有酸素運動と無酸素運動の違いを理解すると、ただ漠然と運動をするよりも自分の求める結果が得やすくなります。なぜなら同じ運動をするにしてもダイエットや筋肉UP、体力UPで必要なアプローチが違うからです。この記事を読めば、有酸素運動と無酸素運動どっちが痩せるか、なんて悩むことはありませんよ。
まずは、記事では今更聞けない有酸素運動と無酸素運動の違いを説明することで、ダイエット・筋力UP・体力UPの3つの目標に効果的なアプローチを学びましょう。そして有酸素運動と無酸素運動それぞれの運動を行う上で知っておきたいポイントについてもお話します。
まずは、有酸素運動についてみてみましょう。
有酸素運動とは?効果は?
簡単にいうと有酸素運動とは、体内に取り入れた酸素活用して長時間運動を継続するものをいいます。しかし燃料になる脂肪は、燃焼してエネルギーを生み出すタイプのものですので、時間がかかり一気に巨大なパワーを必要とする運動には向きません。正しい有酸素運動について学び、目標に応じた効果的なトレーニングをしていきましょう。
それでは有酸素運動について、運動の種類・必要なエネルギー・得られる効果の3つをフォーカスしていきますよ。まずは、どんな種類の運動が有酸素運動と呼ばれるのでしょうか?
有酸素運動どんなことをするの?
有酸素運動とは、長時間継続して運動するタイプのものになります。おもにジョギング・水泳・ダンスなどです。息があがらずゼイゼイ言わない程度(最大心拍数×40~60%以下)の負荷だと考えるといいでしょう。
(自宅でできる有酸素運動については以下の記事も参考にしてみてください)
【自宅で出来る有酸素運動】短期間でお腹・脚痩せ効果が見た目に出る11メニューを大公開
出典:Slope[スロープ]
有酸素運動で必要なエネルギーってなに?
私たちはアデノシン三リン酸(ATP)というエネルギーを消費して体を動かしています。動き始めのときは体内に蓄えているアデノシン三リン酸(ATP)を消費し使い切ったときに筋肉の中にあるグリコーゲン、血液や肝臓に蓄えられているブドウ糖を使ってアデノシン三リン酸(ATP)を作ります。この状態のときにはまだ、酸素を消費していません。
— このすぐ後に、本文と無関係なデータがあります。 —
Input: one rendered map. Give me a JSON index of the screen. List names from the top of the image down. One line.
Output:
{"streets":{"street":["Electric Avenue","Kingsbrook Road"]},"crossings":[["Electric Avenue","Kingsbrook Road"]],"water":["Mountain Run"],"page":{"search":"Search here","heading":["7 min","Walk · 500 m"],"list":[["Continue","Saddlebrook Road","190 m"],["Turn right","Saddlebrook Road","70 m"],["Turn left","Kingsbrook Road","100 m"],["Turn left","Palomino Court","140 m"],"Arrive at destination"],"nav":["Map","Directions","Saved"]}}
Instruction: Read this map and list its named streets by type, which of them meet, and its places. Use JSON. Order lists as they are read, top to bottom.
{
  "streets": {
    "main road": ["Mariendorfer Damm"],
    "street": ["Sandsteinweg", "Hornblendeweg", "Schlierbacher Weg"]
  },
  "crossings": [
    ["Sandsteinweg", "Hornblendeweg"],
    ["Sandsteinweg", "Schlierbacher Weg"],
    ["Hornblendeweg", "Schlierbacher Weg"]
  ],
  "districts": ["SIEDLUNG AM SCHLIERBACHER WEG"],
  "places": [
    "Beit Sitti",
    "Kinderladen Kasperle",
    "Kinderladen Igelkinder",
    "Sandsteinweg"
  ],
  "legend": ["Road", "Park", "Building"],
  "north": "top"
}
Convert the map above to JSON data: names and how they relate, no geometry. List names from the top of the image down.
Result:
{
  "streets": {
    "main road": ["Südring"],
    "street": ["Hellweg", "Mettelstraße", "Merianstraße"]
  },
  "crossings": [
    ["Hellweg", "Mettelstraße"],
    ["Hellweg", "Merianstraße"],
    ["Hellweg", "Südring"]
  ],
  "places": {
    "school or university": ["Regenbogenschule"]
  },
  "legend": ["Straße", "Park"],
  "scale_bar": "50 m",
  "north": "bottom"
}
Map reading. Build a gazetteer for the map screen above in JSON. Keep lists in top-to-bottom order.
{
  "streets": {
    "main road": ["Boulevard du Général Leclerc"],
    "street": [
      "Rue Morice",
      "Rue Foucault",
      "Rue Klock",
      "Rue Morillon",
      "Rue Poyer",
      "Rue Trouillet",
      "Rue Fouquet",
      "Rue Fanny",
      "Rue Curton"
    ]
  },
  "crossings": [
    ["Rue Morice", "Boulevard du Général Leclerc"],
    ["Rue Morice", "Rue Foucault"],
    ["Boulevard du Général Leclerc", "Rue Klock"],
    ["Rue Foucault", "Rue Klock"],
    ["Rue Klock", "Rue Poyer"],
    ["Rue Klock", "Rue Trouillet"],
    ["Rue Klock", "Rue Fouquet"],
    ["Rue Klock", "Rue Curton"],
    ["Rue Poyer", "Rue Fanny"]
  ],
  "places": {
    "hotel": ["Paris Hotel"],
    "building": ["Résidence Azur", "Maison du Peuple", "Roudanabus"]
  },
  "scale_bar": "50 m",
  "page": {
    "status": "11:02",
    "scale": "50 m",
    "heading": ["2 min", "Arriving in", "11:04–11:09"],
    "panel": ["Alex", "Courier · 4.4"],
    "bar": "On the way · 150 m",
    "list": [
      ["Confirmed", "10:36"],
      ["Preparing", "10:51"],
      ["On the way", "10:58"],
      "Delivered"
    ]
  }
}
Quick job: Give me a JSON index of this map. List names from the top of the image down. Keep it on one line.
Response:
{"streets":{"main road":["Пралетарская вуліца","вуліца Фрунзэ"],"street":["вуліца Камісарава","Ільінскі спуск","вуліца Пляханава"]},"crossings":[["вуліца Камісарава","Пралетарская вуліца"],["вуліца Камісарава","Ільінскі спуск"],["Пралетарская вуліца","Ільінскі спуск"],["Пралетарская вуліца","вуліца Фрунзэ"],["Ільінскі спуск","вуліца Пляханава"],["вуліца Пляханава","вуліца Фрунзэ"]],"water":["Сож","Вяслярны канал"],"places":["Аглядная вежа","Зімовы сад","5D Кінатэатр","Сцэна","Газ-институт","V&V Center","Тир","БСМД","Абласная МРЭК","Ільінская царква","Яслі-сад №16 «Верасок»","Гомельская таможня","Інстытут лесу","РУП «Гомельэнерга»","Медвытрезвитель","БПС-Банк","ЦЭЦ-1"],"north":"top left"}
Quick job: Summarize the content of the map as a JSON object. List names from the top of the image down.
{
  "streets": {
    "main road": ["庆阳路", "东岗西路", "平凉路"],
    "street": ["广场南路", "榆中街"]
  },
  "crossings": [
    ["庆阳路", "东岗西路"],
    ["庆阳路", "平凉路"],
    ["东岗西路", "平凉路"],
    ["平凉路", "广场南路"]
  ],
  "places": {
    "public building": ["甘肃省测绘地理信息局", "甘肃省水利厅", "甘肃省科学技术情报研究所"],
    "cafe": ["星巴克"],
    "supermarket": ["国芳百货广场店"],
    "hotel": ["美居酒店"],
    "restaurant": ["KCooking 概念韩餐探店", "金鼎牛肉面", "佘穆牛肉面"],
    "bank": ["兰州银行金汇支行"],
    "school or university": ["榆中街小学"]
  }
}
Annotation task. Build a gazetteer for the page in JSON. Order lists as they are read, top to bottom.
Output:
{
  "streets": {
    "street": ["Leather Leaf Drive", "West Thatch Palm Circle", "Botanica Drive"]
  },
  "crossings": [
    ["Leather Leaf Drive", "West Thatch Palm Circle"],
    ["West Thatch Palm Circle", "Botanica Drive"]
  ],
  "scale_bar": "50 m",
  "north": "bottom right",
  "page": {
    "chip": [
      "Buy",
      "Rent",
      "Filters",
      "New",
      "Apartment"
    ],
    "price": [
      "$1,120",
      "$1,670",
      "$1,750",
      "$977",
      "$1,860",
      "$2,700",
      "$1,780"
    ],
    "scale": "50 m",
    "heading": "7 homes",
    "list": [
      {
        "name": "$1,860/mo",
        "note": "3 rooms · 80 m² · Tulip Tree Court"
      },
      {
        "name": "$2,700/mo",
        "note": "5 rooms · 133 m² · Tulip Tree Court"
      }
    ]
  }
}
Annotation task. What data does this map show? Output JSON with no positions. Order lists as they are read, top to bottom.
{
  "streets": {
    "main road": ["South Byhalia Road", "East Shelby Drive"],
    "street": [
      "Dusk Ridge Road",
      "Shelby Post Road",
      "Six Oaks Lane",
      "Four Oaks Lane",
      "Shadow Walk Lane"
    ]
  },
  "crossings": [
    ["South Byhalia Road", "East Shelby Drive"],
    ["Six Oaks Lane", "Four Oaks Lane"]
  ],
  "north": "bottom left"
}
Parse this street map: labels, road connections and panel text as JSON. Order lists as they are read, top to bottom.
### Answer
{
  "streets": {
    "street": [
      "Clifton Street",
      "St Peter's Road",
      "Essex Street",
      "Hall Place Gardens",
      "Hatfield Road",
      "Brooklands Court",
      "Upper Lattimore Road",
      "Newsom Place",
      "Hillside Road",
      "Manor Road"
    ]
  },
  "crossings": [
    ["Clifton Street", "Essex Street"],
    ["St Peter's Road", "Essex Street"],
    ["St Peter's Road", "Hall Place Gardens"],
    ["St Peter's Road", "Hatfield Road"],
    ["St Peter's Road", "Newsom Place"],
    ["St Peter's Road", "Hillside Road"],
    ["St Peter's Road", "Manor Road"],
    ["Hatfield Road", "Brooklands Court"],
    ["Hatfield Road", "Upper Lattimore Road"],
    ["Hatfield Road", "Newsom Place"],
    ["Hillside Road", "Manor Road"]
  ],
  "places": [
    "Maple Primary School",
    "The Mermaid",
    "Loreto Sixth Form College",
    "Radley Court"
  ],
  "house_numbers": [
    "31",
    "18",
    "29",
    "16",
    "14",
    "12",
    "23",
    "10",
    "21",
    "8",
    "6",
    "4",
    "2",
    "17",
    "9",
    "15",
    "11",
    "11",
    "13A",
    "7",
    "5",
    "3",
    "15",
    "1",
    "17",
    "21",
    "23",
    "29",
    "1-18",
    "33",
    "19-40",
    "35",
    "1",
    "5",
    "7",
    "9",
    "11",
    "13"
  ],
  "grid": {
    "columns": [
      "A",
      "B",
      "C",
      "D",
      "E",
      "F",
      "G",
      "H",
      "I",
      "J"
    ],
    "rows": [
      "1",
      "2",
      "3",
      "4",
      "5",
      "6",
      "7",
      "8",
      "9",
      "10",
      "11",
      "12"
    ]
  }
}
やがてそれでも足りなくなってしまうと体内にある脂肪を酸素と一緒に燃焼することでアデノシン三リン酸(ATP)を作り出します。ここでようやく酸素を消費しているので、有酸素運動といえるのです。
ですから、運動強度や時間が足りていないと有酸素運動にはなっていないということになります。
有酸素運動で得られる効果ってどんなこと?
肥満や生活習慣病などの予防や改善、気分の向上がみられます。それは有酸素運動をすることによって体内にある脂肪が燃焼されるからです。また、体を一定時間動かすことによって感じる高揚感が、気持ちを明るく保つ効果があります。
出典:成人病に対する有酸素運動の効果
無酸素運動とは?効果は?
有酸素運動と無酸素運動の違いを知り、有効な効果を得るためには、無酸素運動についてもくわしく知る必要があります。無酸素運動のイメージは筋トレで体を鍛えるといった感じでしょうか?しかし筋トレだけが無酸素運動というわけではありません。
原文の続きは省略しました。